Linear Evaluation

July 7, 2023 · View on GitHub

We provide the linear evaluation scripts here. The evaluation setting mainly follows MAE, which uses 16384 batch size and LARS optimizer.

Train with torch.distributed.launch

This method supports training on multi-nodes with torch.distributed.launch. For example, to conduct linear evaluation on 2 nodes, run the command below.

On node 1:

  sh ./configs/linprobe/dist_linprobe_sim_base.sh ${MASTER_ADDR} 0 2 ${CKPT_PATH} ${DATA_PATH}

On node 2:

  sh ./configs/linprobe/dist_linprobe_sim_base.sh ${MASTER_ADDR} 1 2 ${CKPT_PATH} ${DATA_PATH}

Note: The ${MASTER_ADDR} is the ip address of rank 0 node. The second and third arguments specify the node rank and node number respectively.
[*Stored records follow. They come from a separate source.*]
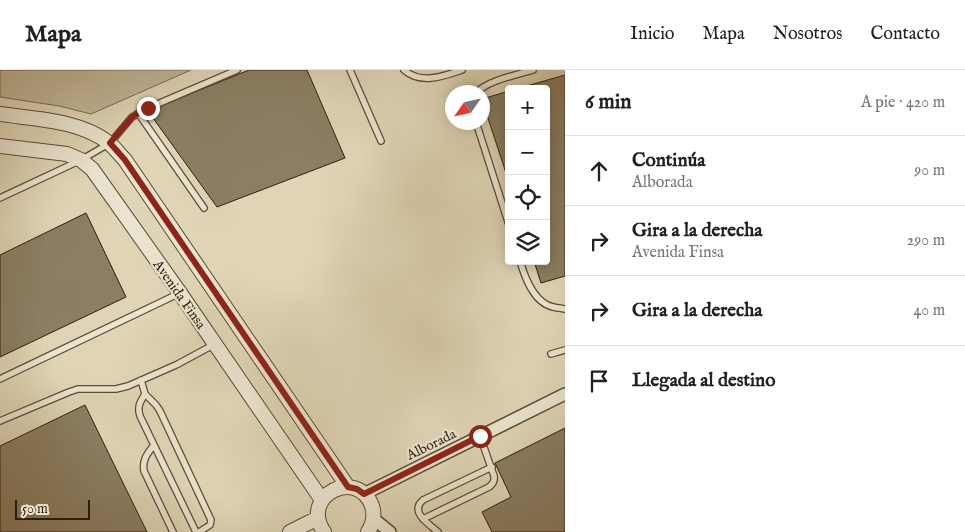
<!DOCTYPE html>
<html lang="es">
<meta charset="utf-8">
<style>
:root{--surface:#fff;--page:#f6f6f6;--text:#202124;--muted:#757577;--line:#e0e0e0}
body{margin:0;font-family:"IM FELL English",serif;background:var(--page);color:var(--text)}
.controls{position:absolute;right:15px;top:15px;display:grid;overflow:hidden;border-radius:5px;box-shadow:0 2px 12px #0003}
.controls button{width:45px;height:45px;display:grid;place-items:center;padding:0;border:0;border-bottom:1px solid var(--line);background:var(--surface);color:var(--text);font:25px sans-serif}
.compass{position:absolute;left:445px;top:15px;width:45px;height:45px;border-radius:50%;background:var(--surface);box-shadow:0 2px 12px #0003;rotate:236deg}
.scale{position:absolute;left:15px;bottom:12px;width:75px;box-sizing:border-box;padding-left:5px;border:2px solid #2e1f0a;border-top:0;font-size:14px;line-height:18px;white-space:nowrap;color:#2e1f0a;-webkit-text-stroke:4px #eae4d0;paint-order:stroke}
.stop{position:absolute;width:15px;height:15px;margin:-11px;border:4px solid #8f2418;border-radius:50%;background:#fff}
.stop.end{background:#8f2418;border-color:#fff;box-shadow:0 1px 5px #0008}
.list{margin:0;padding:0;list-style:none}
h2{display:flex;justify-content:space-between;align-items:center;height:65px;margin:0;padding:0 20px;font-size:21px}
h2 small{font-size:16px;font-weight:400;color:var(--muted)}
.list li{display:grid;grid-template-columns:32px 1fr auto;gap:15px;align-items:center;box-sizing:border-box;height:70px;padding:0 20px;border-top:1px solid var(--line)}
.list b{display:block;font-size:19px;white-space:nowrap}
.list p{margin:0;font-size:16px;white-space:nowrap;color:var(--muted)}
.list em{font-size:16px;font-style:normal;color:var(--muted)}
.icon{flex:none;width:28px;height:28px;fill:none;stroke:currentColor;stroke-width:2;stroke-linecap:round;stroke-linejoin:round}
.map{position:relative;flex:none;width:565px;height:462px;overflow:hidden}
header{display:flex;align-items:center;gap:30px;box-sizing:border-box;height:70px;padding:0 25px;background:var(--surface);border-bottom:1px solid var(--line)}
header strong{font-size:24px}
nav{display:flex;gap:28px;margin-inline-start:auto;font-size:18px}
main{display:flex}
aside{flex:1;background:var(--surface)}
.map>svg:first-child{display:block}
.green{fill:#c1b699;stroke:#786a52}
.building{fill:#8a7e63;stroke:#2e1f0a}
.lines{fill:none;stroke-linecap:round;stroke-linejoin:round}
.service-casing{stroke:#5a4c35;stroke-width:8}
.minor-casing{stroke:#5a4c35;stroke-width:14}
.tertiary-casing{stroke:#5a4c35;stroke-width:16}
.service{stroke:#eae4d0;stroke-width:5.5}
.minor{stroke:#eae4d0;stroke-width:11}
.tertiary{stroke:#eae4d0;stroke-width:14}
.route{stroke:#8f2418;stroke-width:6}
.labels{text-anchor:middle;stroke-width:4.5;stroke-linejoin:round;paint-order:stroke}
.street-label{font-size:14px;fill:#2e1f0a;stroke:#eae4d0}
</style>
<header>
<strong>Mapa</strong>
<nav><a>Inicio</a><a>Mapa</a><a>Nosotros</a><a>Contacto</a></nav>
</header>
<main>
<div class="map">
<svg width="565" height="462" viewBox="0 0 565 462">
<rect width="100%" height="100%" fill="#dfd5b6"/>
<filter id="stains"><feTurbulence type="fractalNoise" baseFrequency=".004" numOctaves="4"/><feColorMatrix values="0 0 0 0 .2 0 0 0 0 .09 0 0 0 0 .02 0 0 0 .5 -.17"/></filter>
<radialGradient id="worn" r=".72"><stop offset=".6" stop-color="#630" stop-opacity="0"/><stop offset="1" stop-color="#630" stop-opacity=".3"/></radialGradient>
<path class="green" d="M0 0H191L91 44 59 36 0 27Z"/>
<path class="building" d="M249 0H307L345 88 217 137 148 41Z
M565 5V206L541 213 534 191H546V19H516Z
M509 21V112L482 30V29Z
M86 143 126 227 0 287V185Z
M85 335 147 462H0V376Z
M565 358V462H492L482 442 511 427 495 393Z"/>
<g class="lines">
<g class="service-casing">
<path id="service" d="M350 0 381 71
M404 0C421 15 444 6 462 0
M477 22C489 10 517 5 533 0
M138 43 204 138
M476 52 509 155
M0 128 81 90 110 73 132 47 148 38 237 0
M520 191C525 208 534 233 553 237 557 238 561 238 565 239
M551 284 565 280
M0 309 180 223
M141 310 145 324 156 335 160 341 211 450 210 455 199 462
M145 324C140 332 137 337 140 346L196 462
M0 351 69 322 78 319H116L128 316 176 295 215 274
M154 375C147 384 142 390 144 401L173 462
M423 449 489 417C493 414 495 411 494 406L480 366
M438 462C429 454 409 442 423 430L492 397"/>
</g>
<g class="minor-casing">
<path id="minor" d="M364 424 565 324
M374 449 390 462"/>
</g>
<g class="tertiary-casing">
<path id="tertiary" d="M0 44C35 49 80 50 109 73 115 78 120 85 125 90L348 417
M0 76 67 84 81 90 92 99 180 223 322 430
M290 462 318 448
M324 462C299 425 358 397 372 436 375 445 373 454 368 462"/>
</g>
<use href="#service" class="service"/>
<use href="#minor" class="minor"/>
<use href="#tertiary" class="tertiary"/>
</g>
<g class="lines">
<path class="route" d="M148 38 132 47 110 73 125 90 348 417 357 419 364 424 480 366"/>
</g>
<g class="labels">
<g class="street-label">
<text transform="translate(180 224) rotate(55)" y="5">Avenida Finsa</text>
<text transform="translate(431 374) rotate(-26)" y="5">Alborada</text>
</g>
</g>
<rect width="100%" height="100%" filter="url(#stains)"/>
<rect width="100%" height="100%" fill="url(#worn)"/>
</svg>
<div class="controls">
<button>+</button>
<button>−</button>
<button><svg class="icon" aria-label="locate" viewBox="0 0 24 24"><circle cx="12" cy="12" r="6"/><path d="M12 2v4M12 18v4M2 12h4M18 12h4"/></svg></button>
<button><svg class="icon" aria-label="layers" viewBox="0 0 24 24"><path d="M12 4l9 5-9 5-9-5zM3 14l9 5 9-5"/></svg></button>
</div>
<svg class="compass" viewBox="-18 -18 36 36"><path d="M0-13l5 13h-10z" fill="#e53935"/><path d="M0 13l5-13h-10z" fill="#757577"/></svg>
<div class="scale">50 m</div>
<div class="stop" style="left:480px;top:366px"></div>
<div class="stop end" style="left:148px;top:38px"></div>
</div>
<aside>
<h2>6 min<small>A pie · 420 m</small></h2>
<ul class="list">
<li><svg class="icon" aria-label="ahead" viewBox="0 0 24 24"><path d="M12 20V5M6 11l6-6 6 6"/></svg><div><b>Continúa</b><p>Alborada</p></div><em>90 m</em></li>
<li><svg class="icon" aria-label="right" viewBox="0 0 24 24"><path d="M7 20v-9h11M14 6l5 5-5 5"/></svg><div><b>Gira a la derecha</b><p>Avenida Finsa</p></div><em>290 m</em></li>
<li><svg class="icon" aria-label="right" viewBox="0 0 24 24"><path d="M7 20v-9h11M14 6l5 5-5 5"/></svg><div><b>Gira a la derecha</b></div><em>40 m</em></li>
<li><svg class="icon" aria-label="arrive" viewBox="0 0 24 24"><path d="M6 21V4h12l-3 4 3 4H6"/></svg><div><b>Llegada al destino</b></div></li>
</ul>
</aside>
</main>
You need to adjust them if different node numbders are used.

Train on a slurm cluster

If you need to run the linear evaluation on a slurm cluster, use the command below to run on ${GPUS}/${GPUS_PER_NODE} nodes with ${GPUS_PER_NODE} gpus on each node:

  sh ./configs/linprobe/slurm_linprobe_sim_base.sh ${GPUS} ${GPUS_PER_NODE} ${QUOTATYPE} ${PARTITION} ${CKPT_PATH} ${DATA_PATH}